> [Required work] Scan the material below and copy every line holding the word "Kivikon".

> [Task inputs]
┌──

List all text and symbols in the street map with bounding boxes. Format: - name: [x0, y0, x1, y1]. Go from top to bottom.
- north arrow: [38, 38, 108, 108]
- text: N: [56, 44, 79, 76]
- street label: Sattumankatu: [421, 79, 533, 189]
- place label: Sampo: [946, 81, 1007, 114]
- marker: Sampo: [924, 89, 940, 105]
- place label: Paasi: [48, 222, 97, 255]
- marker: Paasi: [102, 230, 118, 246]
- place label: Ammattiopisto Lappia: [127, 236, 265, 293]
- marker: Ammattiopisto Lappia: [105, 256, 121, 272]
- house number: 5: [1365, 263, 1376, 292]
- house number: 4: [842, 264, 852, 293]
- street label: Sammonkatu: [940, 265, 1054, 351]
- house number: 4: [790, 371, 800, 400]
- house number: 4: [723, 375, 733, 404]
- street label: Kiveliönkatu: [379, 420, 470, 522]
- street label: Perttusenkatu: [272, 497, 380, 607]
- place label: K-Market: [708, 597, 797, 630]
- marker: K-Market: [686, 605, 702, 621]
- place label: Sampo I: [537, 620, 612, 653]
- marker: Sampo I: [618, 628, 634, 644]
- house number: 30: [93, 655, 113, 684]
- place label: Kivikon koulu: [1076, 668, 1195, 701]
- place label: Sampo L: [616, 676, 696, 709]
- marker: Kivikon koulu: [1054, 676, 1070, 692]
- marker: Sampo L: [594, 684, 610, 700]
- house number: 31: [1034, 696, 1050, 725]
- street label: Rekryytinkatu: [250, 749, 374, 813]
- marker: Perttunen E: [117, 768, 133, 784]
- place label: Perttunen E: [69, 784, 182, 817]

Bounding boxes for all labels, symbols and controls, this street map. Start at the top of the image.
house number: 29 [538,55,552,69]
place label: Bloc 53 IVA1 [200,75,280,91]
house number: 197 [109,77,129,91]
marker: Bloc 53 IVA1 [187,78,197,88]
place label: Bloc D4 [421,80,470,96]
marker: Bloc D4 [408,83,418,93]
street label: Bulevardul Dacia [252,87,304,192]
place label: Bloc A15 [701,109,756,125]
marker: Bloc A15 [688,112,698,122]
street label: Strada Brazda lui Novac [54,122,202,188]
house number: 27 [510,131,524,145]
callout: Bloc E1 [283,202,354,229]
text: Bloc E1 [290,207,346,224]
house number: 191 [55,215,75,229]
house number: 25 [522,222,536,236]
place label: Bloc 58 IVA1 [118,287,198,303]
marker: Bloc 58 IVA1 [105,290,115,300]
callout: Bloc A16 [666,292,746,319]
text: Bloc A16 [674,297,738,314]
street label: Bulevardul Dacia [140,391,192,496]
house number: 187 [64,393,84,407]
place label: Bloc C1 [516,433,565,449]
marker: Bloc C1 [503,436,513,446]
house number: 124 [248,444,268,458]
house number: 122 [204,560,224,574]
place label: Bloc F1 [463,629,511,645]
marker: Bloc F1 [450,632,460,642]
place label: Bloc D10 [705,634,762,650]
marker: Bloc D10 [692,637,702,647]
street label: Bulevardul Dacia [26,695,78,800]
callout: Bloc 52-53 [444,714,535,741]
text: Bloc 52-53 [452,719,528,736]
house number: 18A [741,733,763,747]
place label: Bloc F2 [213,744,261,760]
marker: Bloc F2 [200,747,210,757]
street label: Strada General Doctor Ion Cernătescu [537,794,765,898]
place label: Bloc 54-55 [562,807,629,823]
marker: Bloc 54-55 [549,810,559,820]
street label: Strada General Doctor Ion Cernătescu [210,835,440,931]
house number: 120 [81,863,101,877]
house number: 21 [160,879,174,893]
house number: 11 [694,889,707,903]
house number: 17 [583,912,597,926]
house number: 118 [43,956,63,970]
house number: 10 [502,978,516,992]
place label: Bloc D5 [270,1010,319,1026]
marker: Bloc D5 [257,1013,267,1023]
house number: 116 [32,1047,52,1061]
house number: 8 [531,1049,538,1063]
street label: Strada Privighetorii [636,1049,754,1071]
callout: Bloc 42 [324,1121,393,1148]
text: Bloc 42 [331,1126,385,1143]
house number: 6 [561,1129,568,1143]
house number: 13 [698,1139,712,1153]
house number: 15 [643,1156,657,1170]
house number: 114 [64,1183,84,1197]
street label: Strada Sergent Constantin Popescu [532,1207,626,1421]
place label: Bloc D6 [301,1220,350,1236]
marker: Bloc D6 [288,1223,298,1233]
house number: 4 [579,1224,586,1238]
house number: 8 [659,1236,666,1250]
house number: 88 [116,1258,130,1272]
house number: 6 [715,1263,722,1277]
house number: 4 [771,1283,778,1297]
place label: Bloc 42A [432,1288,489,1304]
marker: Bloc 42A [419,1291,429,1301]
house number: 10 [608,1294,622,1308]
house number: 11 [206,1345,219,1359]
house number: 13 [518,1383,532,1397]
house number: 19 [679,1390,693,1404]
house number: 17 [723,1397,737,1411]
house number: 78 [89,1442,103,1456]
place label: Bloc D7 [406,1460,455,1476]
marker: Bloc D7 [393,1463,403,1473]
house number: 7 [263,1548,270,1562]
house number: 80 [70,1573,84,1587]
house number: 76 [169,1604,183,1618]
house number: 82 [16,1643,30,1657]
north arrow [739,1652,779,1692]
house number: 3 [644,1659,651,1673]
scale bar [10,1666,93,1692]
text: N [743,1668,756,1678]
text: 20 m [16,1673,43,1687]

└──

> [Answer area]
- place label: Kivikon koulu: [1076, 668, 1195, 701]
- marker: Kivikon koulu: [1054, 676, 1070, 692]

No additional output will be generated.